You-Only-Randomize-Once: Shaping Statistical Properties in Constraint-based PCG

In procedural content generation, modeling the generation task as a constraint satisfaction problem lets us define local and global constraints on the generated output. However, a generator's perceived quality often involves statistics rather than just hard constraints. For example, we may desire that generated outputs use design elements with a similar distribution to that of reference designs. However, such statistical properties cannot be expressed directly as a hard constraint on the generation of any one output. In contrast, methods which do not use a general-purpose constraint solver, such as Gumin's implementation of the WaveFunctionCollapse (WFC) algorithm, can control output statistics but have limited constraint propagation ability and cannot express non-local constraints. In this paper, we introduce You-Only-Randomize-Once (YORO) pre-rolling, a method for crafting a decision variable ordering for a constraint solver that encodes desired statistics in a constraint-based generator. Using a solver-based WFC as an example, we show that this technique effectively controls the statistics of tile-grid outputs generated by several off-the-shelf SAT solvers, while still enforcing global constraints on the outputs.1 Our approach is immediately applicable to WFC-like generation problems and it offers a conceptual starting point for controlling the design element statistics in other constraint-based generators.

Taking the Scenic Route: Automatic Exploration for Videogames

Machine playtesting tools and game moment search engines require exposure to the diversity of a game's state space if they are to report on or index the most interesting moments of possible play. Meanwhile, mobile app distribution services would like to quickly determine if a freshly-uploaded game is fit to be published. Having access to a semantic map of reachable states in the game would enable efficient inference in these applications. However, human gameplay data is expensive to acquire relative to the coverage of a game that it provides. We show that off-the-shelf automatic exploration strategies can explore with an effectiveness comparable to human gameplay on the same timescale. We contribute generic methods for quantifying exploration quality as a function of time and demonstrate our metric on several elementary techniques and human players on a collection of commercial games sampled from multiple game platforms (from Atari 2600 to Nintendo 64). Emphasizing the diversity of states reached and the semantic map extracted, this work makes productive contrast with the focus on finding a behavior policy or optimizing game score used in most automatic game playing research.

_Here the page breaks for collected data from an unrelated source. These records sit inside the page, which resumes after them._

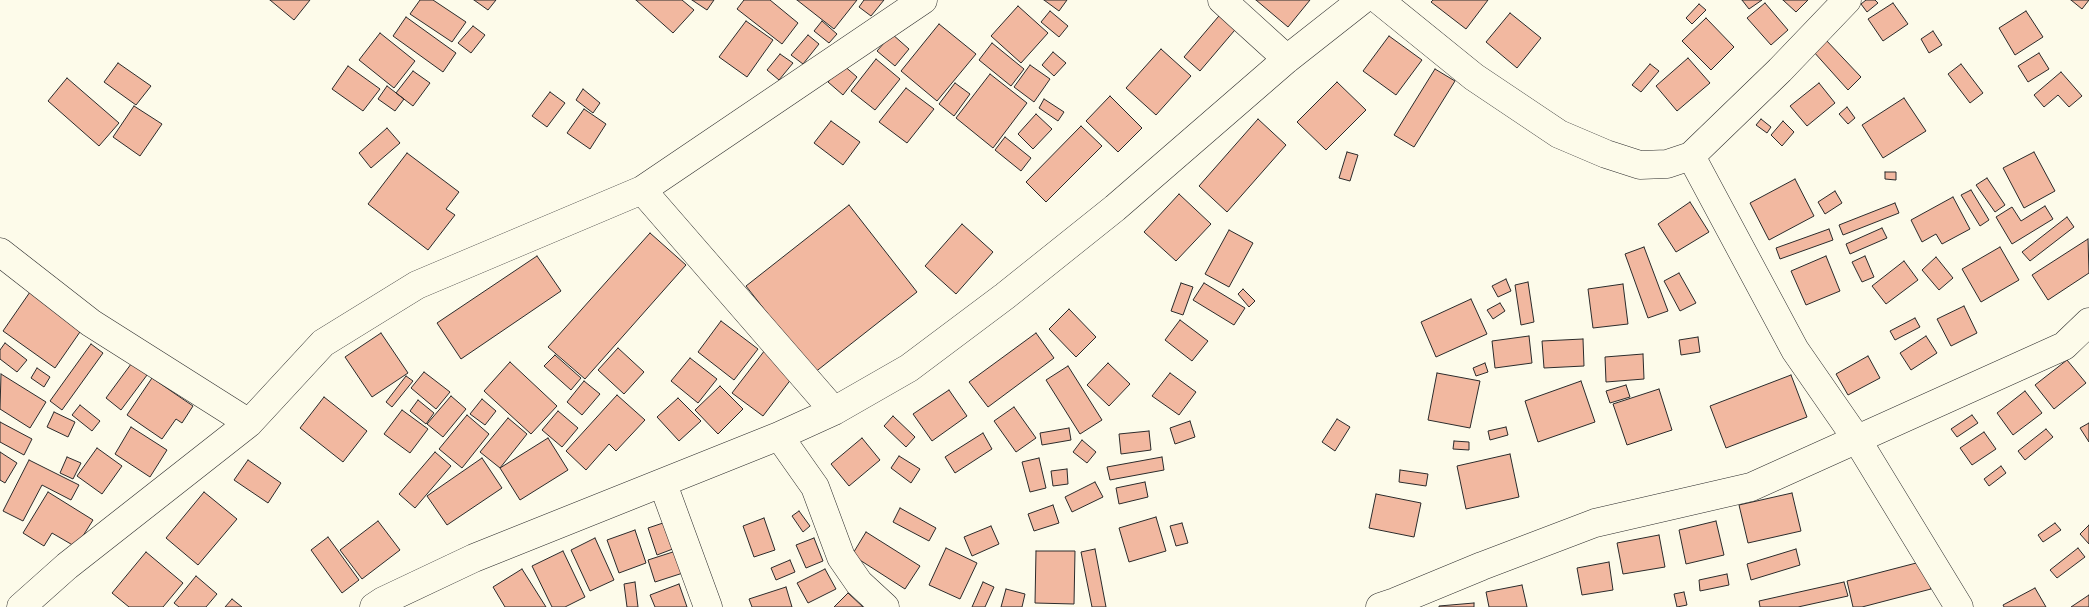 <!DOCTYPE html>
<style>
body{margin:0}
canvas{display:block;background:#fdfbea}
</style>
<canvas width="2089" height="607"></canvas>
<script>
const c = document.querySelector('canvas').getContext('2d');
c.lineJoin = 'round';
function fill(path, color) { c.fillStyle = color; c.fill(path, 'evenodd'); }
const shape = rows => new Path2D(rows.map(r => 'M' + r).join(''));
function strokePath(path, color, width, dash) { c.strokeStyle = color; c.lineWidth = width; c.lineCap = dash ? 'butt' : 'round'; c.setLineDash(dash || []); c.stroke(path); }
const building = shape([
 [270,0,310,0,294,20,270,0],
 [420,0,433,0,466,22,452,42,410,14,420,0],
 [474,0,496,0,488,10,474,0],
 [636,0,682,0,694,10,673,33,636,0],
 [692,0,714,0,707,10,692,0],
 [744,0,770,0,798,23,782,44,737,9,744,0],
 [797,0,857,0,834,29,797,0],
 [864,0,884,0,871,16,859,7,864,0],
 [1044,0,1067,0,1059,11,1044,0],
 [1256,0,1310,0,1288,27,1256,0],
 [1433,0,1488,0,1466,29,1431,2,1433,0],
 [1742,0,1762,0,1749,9,1742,0],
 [1783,0,1808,0,1796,12,1783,0],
 [1866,0,1875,0,1878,3,1867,12,1861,4,1866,0],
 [2071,0,2089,0,2082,9,2071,0],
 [1765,3,1788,30,1771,45,1747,18,1765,3],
 [1893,3,1908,24,1883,41,1868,19,1893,3],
 [1699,4,1706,10,1692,24,1686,18,1699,4],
 [1018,6,1048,33,1021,63,991,36,1018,6],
 [1224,10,1240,24,1200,71,1184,57,1224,10],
 [1050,11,1068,26,1059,37,1041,22,1050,11],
 [2026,11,2043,37,2015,55,1999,28,2026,11],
 [1510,13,1541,38,1517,68,1486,42,1510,13],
 [406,17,456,53,443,72,393,36,406,17],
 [1706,18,1734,47,1711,70,1682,41,1706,18],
 [746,21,773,40,747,77,719,57,746,21],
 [822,21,837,34,829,43,814,31,822,21],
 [939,24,976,54,937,101,901,71,939,24],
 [473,26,485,35,471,53,458,43,473,26],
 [1933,31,1942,45,1929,53,1921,39,1933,31],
 [380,33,415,61,394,88,359,60,380,33],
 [892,34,909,49,895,66,877,51,892,34],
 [808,35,819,44,803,64,791,55,808,35],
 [1389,36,1422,60,1396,95,1363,71,1389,36],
 [1825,39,1861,77,1848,90,1813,51,1825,39],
 [992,43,1024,69,1011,86,979,60,992,43],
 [1161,49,1191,76,1156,115,1126,88,1161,49],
 [1053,52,1066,63,1054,76,1042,65,1053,52],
 [2039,53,2049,69,2028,82,2018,66,2039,53],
 [780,54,793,63,779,80,767,70,780,54],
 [1688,58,1710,83,1677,111,1656,86,1688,58],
 [876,59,900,79,875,110,851,91,876,59],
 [118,63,151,86,136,105,104,82,118,63],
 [842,64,857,77,843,95,828,82,842,64],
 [1650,64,1659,71,1641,92,1632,85,1650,64],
 [1961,64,1983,93,1970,103,1948,74,1961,64],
 [1030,65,1050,79,1034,102,1014,87,1030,65],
 [348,66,380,89,363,111,332,89,348,66],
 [1435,69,1455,81,1414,147,1394,135,1435,69],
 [413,71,430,83,413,106,396,93,413,71],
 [2061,72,2082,96,2069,107,2058,95,2044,107,2034,95,2061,72],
 [990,74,1027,103,993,148,956,118,990,74],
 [67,78,119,123,99,146,48,101,67,78],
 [1337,82,1366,110,1326,150,1297,122,1337,82],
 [955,83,970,94,954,116,939,104,955,83],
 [1819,83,1835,103,1807,126,1790,106,1819,83],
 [387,86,404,99,395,111,378,99,387,86],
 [906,88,934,109,907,143,879,122,906,88],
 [583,89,600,103,593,113,576,100,583,89],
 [550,92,565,103,547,127,532,116,550,92],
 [1110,96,1142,128,1118,152,1086,121,1110,96],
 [1904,98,1926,131,1883,158,1862,125,1904,98],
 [1044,99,1064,112,1058,121,1039,108,1044,99],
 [134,106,162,124,140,156,113,137,134,106],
 [1847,107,1855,118,1848,124,1839,114,1847,107],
 [584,109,606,124,590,149,567,133,584,109],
 [1036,114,1052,129,1033,149,1018,134,1036,114],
 [1258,119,1286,145,1227,212,1199,186,1258,119],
 [1761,119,1771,127,1767,133,1756,125,1761,119],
 [831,121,860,142,843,165,814,143,831,121],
 [1783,121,1794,132,1782,146,1771,135,1783,121],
 [1081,126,1102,146,1046,202,1026,182,1081,126],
 [387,128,400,143,371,168,359,153,387,128],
 [1005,137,1031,158,1021,171,995,150,1005,137],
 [1347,152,1358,155,1350,181,1339,178,1347,152],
 [2034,152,2055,191,2024,208,2003,168,2034,152],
 [407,153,459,192,446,209,455,215,428,250,368,204,407,153],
 [1885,172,1896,172,1896,180,1885,179,1885,172],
 [1987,178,2005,205,1995,212,1976,185,1987,178],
 [1795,179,1814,216,1769,240,1750,203,1795,179],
 [1971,190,1989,220,1980,226,1961,195,1971,190],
 [1835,191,1842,203,1825,214,1818,202,1835,191],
 [1179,194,1211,224,1176,261,1144,232,1179,194],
 [1953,197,1970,229,1942,244,1936,234,1922,242,1911,220,1953,197],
 [1690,202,1709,232,1676,252,1658,224,1690,202],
 [1895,203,1899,213,1843,235,1839,225,1895,203],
 [849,205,917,292,814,373,746,286,849,205],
 [2045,206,2053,219,2012,244,1996,217,2012,207,2021,221,2045,206],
 [2067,217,2074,227,2030,261,2022,252,2067,217],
 [962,224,993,252,956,294,925,266,962,224],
 [1882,228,1887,238,1850,254,1846,244,1882,228],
 [1829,229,1833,240,1780,259,1776,248,1829,229],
 [1229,230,1253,243,1229,287,1205,274,1229,230],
 [650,233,686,265,585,379,548,347,650,233],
 [2088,239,2089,273,2048,300,2032,275,2088,239],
 [1644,247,1668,311,1648,318,1625,254,1644,247],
 [2000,247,2019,280,1981,302,1962,269,2000,247],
 [537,256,561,291,461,359,437,323,537,256],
 [1826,256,1840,291,1806,305,1791,271,1826,256],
 [1865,256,1874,277,1862,282,1852,262,1865,256],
 [1936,257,1953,278,1939,290,1922,270,1936,257],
 [1904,261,1918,280,1886,304,1872,286,1904,261],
 [1679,273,1696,303,1680,311,1664,281,1679,273],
 [1506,279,1511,291,1498,297,1492,286,1506,279],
 [1528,282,1534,322,1521,325,1515,285,1528,282],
 [1181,283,1193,287,1183,315,1171,311,1181,283],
 [1204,283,1245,308,1234,325,1193,300,1204,283],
 [1623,284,1628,324,1593,328,1588,289,1623,284],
 [1243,289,1255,301,1249,307,1238,294,1243,289],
 [30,292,82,329,55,368,3,331,30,292],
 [1471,299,1487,334,1436,357,1421,322,1471,299],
 [1500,303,1505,311,1493,319,1487,310,1500,303],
 [1964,306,1977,333,1951,346,1937,319,1964,306],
 [1069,309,1096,337,1076,357,1049,329,1069,309],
 [1915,318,1920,327,1895,340,1890,331,1915,318],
 [1180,320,1208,341,1192,361,1165,340,1180,320],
 [721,321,758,349,734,380,698,352,721,321],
 [381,333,408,373,372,397,345,357,381,333],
 [1036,333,1054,358,988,407,969,382,1036,333],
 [1529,336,1532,363,1495,368,1492,341,1529,336],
 [1926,336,1937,353,1911,370,1900,353,1926,336],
 [1698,337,1700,352,1681,355,1679,340,1698,337],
 [1583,339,1584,366,1544,368,1542,341,1583,339],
 [5,343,27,360,17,372,0,359,0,350,5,343],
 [91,344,103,353,62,410,50,401,91,344],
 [618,348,644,372,624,394,598,370,618,348],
 [765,350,795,374,763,416,732,393,765,350],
 [1643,354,1644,379,1606,382,1605,357,1643,354],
 [555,355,581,378,571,390,544,366,555,355],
 [137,356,153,367,121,410,106,398,137,356],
 [1868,356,1880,378,1848,395,1836,374,1868,356],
 [690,358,717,379,698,403,671,381,690,358],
 [2067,360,2086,383,2054,409,2035,385,2067,360],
 [510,362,557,406,531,434,484,391,510,362],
 [1108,363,1130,384,1109,406,1087,385,1108,363],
 [1485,363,1488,372,1476,376,1473,368,1485,363],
 [1068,366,1102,420,1080,434,1046,380,1068,366],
 [37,368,50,377,44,387,31,378,37,368],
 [424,372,450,392,436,409,411,388,424,372],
 [1170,373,1196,392,1179,415,1152,396,1170,373],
 [1437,373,1480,381,1470,428,1428,420,1437,373],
 [1,374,46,402,30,428,0,409,1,374],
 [1791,375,1807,417,1726,448,1710,406,1791,375],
 [406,376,413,381,392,407,386,402,406,376],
 [152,378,193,406,182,423,176,419,162,439,127,415,152,378],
 [584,381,600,394,582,415,567,402,584,381],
 [1581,381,1595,422,1538,442,1525,401,1581,381],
 [1626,385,1630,397,1610,403,1606,391,1626,385],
 [720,386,743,409,718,434,695,410,720,386],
 [1659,389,1672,430,1627,445,1613,404,1659,389],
 [949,390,967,416,932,441,913,414,949,390],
 [2025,391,2042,413,2013,435,1997,413,2025,391],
 [617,395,645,420,616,451,609,444,586,470,566,451,617,395],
 [451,396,466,409,443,437,427,424,451,396],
 [324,397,367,431,343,462,300,428,324,397],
 [678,398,701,421,679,441,657,417,678,398],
 [482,399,496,411,485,425,470,414,482,399],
 [418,400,434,413,426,424,410,411,418,400],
 [80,405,100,421,92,431,72,415,80,405],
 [1014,407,1036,438,1016,452,994,421,1014,407],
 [402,410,428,429,410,453,384,434,402,410],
 [558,411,578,428,562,447,542,430,558,411],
 [54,412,75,422,68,437,47,427,54,412],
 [467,415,489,434,462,468,439,449,467,415],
 [1972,415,1978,423,1957,437,1951,429,1972,415],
 [893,416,915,437,906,447,884,426,893,416],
 [508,418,527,434,500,468,480,452,508,418],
 [1337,419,1350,427,1335,451,1322,442,1337,419],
 [1190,421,1195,437,1175,444,1170,428,1190,421],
 [0,422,32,439,24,455,0,442,0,422],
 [2089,423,2089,442,2080,428,2089,423],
 [131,427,167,450,150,477,115,454,131,427],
 [1506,427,1508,435,1490,440,1488,431,1506,427],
 [1069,428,1071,440,1042,445,1040,433,1069,428],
 [2046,429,2053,437,2025,460,2018,451,2046,429],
 [1149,431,1151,450,1121,454,1119,434,1149,431],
 [1984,432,1996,449,1972,465,1960,448,1984,432],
 [983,433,992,449,955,473,945,457,983,433],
 [548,438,568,470,520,500,500,468,548,438],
 [862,438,880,460,849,486,831,464,862,438],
 [1082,440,1096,452,1087,463,1073,452,1082,440],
 [1454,441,1469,442,1469,450,1453,449,1454,441],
 [97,448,122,466,102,494,77,476,97,448],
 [0,452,17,463,5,483,0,480,0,452],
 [435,452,451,466,415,508,399,494,435,452],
 [1510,454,1519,497,1466,509,1457,466,1510,454],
 [899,456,920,469,911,483,891,468,899,456],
 [67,457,81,463,73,479,60,473,67,457],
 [1162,457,1164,470,1110,480,1107,467,1162,457],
 [482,458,502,488,447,525,427,496,482,458],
 [1039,458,1046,488,1030,492,1022,462,1039,458],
 [29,460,79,485,71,500,42,485,23,521,3,511,29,460],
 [248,460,281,483,268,503,234,480,248,460],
 [2001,466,2006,473,1989,486,1984,479,2001,466],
 [1067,469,1068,484,1053,486,1051,471,1067,469],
 [1400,470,1428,474,1426,486,1399,482,1400,470],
 [1095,482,1103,497,1072,512,1065,497,1095,482],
 [1145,482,1148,497,1119,504,1116,488,1145,482],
 [48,492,93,520,76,547,52,533,44,546,23,533,48,492],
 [204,492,237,519,198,565,166,538,204,492],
 [1792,493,1801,531,1748,543,1739,505,1792,493],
 [1376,494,1421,503,1414,537,1369,528,1376,494],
 [1053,505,1059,523,1034,531,1028,514,1053,505],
 [900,508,936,528,929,541,893,522,900,508],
 [799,511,810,526,803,532,792,516,799,511],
 [1156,517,1166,551,1129,562,1119,528,1156,517],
 [764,518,775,550,754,557,743,526,764,518],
 [378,521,400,550,362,579,340,550,378,521],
 [669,521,678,547,657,555,648,528,669,521],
 [1716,521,1724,555,1686,564,1679,530,1716,521],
 [1182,523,1188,543,1176,546,1170,526,1182,523],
 [2055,523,2061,530,2043,542,2038,535,2055,523],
 [2089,525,2089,544,2080,534,2089,525],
 [991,526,999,544,972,556,964,537,991,526],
 [635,530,646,563,619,573,607,540,635,530],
 [866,532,920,566,905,589,852,555,866,532],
 [1659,535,1665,567,1623,574,1617,543,1659,535],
 [328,537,359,580,342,593,311,550,328,537],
 [595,538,614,580,590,591,571,550,595,538],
 [814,538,823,561,806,568,796,545,814,538],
 [946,548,977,563,960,599,929,585,946,548],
 [2078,548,2085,557,2057,578,2050,570,2078,548],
 [1095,549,1106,607,1092,607,1081,552,1095,549],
 [1796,549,1800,565,1751,580,1747,564,1796,549],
 [679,550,686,572,655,582,648,560,679,550],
 [563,551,585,597,565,607,552,607,532,566,563,551],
 [1036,551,1075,551,1074,604,1035,603,1036,551],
 [146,552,183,583,163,607,129,607,112,593,146,552],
 [790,560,795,572,776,580,771,568,790,560],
 [1924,561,1931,589,1862,607,1853,607,1847,581,1924,561],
 [1609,562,1613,590,1582,595,1577,568,1609,562],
 [522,569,546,607,505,607,493,587,522,569],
 [825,569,836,589,808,603,797,583,825,569],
 [1727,574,1729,585,1700,591,1699,580,1727,574],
 [196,576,217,594,206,607,179,607,174,603,196,576],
 [635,582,638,607,627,607,624,584,635,582],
 [983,582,994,587,985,607,972,607,983,582],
 [1844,582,1848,596,1798,607,1760,607,1759,601,1844,582],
 [679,584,687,607,655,607,650,595,679,584],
 [1522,585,1527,607,1489,607,1486,592,1522,585],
 [786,587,792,607,752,607,749,599,786,587],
 [2035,588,2046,607,2004,607,2003,605,2035,588],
 [1006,589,1025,594,1022,607,1001,607,1006,589],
 [1684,592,1687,605,1677,607,1674,594,1684,592],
 [848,593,863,607,834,607,848,593],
 [2089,595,2089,607,2071,607,2089,595],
 [232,599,242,607,225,607,232,599],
 [1474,603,1474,607,1439,607,1439,606,1474,603]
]);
fill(building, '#f2b8a0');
strokePath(building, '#2b2b2b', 1);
const minor = shape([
 [1222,0,1287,59],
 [1379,0,1474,77,1559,134,1606,154,1640,165,1667,164,1691,156,1780,70,1847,0],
 [1691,156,1795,350,1856,438,1959,607],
 [642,190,834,411],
 [0,252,91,323,249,423],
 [779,436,815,487,841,557,859,583,885,607],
 [663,484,708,607],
 [21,607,67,566,249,423,323,343,417,285,642,190,923,0],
 [374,607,383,601,474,558,779,436,834,411,909,368,1005,296,1115,208,1287,59,1362,0],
 [1380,607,1395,602,1482,566,1595,523,1751,487,2064,346,2089,322]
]);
strokePath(minor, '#2b2b2b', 29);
strokePath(minor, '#fdfbea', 28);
</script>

Addressing the Fundamental Tension of PCGML with Discriminative Learning

Procedural content generation via machine learning (PCGML) is typically framed as the task of fitting a generative model to full-scale examples of a desired content distribution. This approach presents a fundamental tension: the more design effort expended to produce detailed training examples for shaping a generator, the lower the return on investment from applying PCGML in the first place. In response, we propose the use of discriminative models (which capture the validity of a design rather the distribution of the content) trained on positive and negative examples. Through a modest modification of WaveFunctionCollapse, a commercially-adopted PCG approach that we characterize as using elementary machine learning, we demonstrate a new mode of control for learning-based generators. We demonstrate how an artist might craft a focused set of additional positive and negative examples by critique of the generator's previous outputs. This interaction mode bridges PCGML with mixed-initiative design assistance tools by working with a machine to define a space of valid designs rather than just one new design.